A mi me dices un año olímpico y te digo la sede pero tengo que reconocer que con los juegos de invierno fallo. Recuerdo Sarajevo, de cuando era pequeño, Calgary y el logotipo de copo de nieve rojo, muy canandiende, Albertville, Salt Lake City y una de las últimas, Sochi en Rusia. El caso es que no recordaba Lillehammer y desde hace unas semanas no voy a poder olvidarlo, como tampoco lo hizo Frank Tagliano, alias “El Mediador”.

Frank es un mafioso que después de ver como su jefe se alquila un último pisito en el cementerio de New York espera heredar el título de Capo di tutti Capi. Aunque se encuentra con que el sobrino de este ya se ha aposentado en el despacho del Padrino y entre otras cosas decide enviarlo con el anterior Jefe. Tagliano, que de suerte va sobrado, se salva de que le den matarile y decide pasar de la omertá y contarle al FBI lo necesario para que los metan en testigos protegidos. Y ¿cual es el destino elegido? Nada de un lugar perdido en los Estados Unidos, ningún Springfield de Minnesota o el medio oeste, a él lo que de verdad le llamó la atención fueron los Juegos Olimpicos de Invierno del 94 y esos se celebraron en Lillehammer. Una ciudad noruega que va a ser el próximo hogar del nuevo Gionanny Henriksen, alias Johnny.

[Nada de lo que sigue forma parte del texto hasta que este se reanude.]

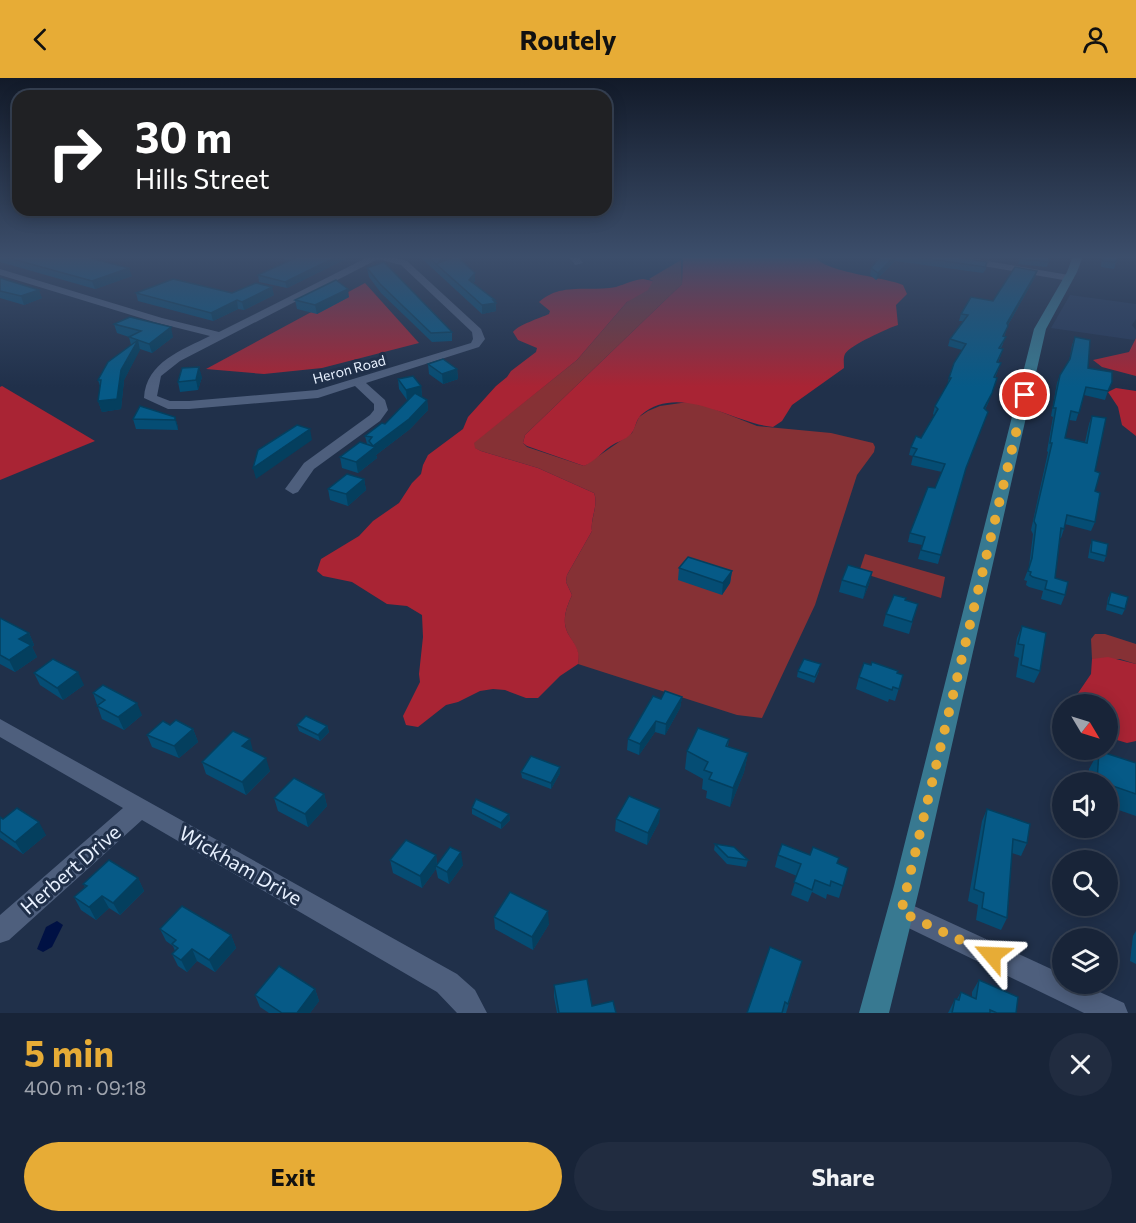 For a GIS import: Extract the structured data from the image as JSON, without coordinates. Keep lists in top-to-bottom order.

Este es el punto de partida de la serie Lilyhammer, donde Little Steven (si el guitarrista de Springsteen que solemos escuchar en RockFM) hace un papel magistral como mafioso. Si alguna vez pensaste que los noruegos no podían hacer nada con sentido del humor esta es la mejor manera de comprobar que te equivocas. Es una de las series mas divertidas que he visto en los últimos años.

 

Así que si tienes Netlix, ni te lo plantees. Dale una oportunidad a Steven Van Zandt, a Lilyhammer y a los noruegos que se lo han currado.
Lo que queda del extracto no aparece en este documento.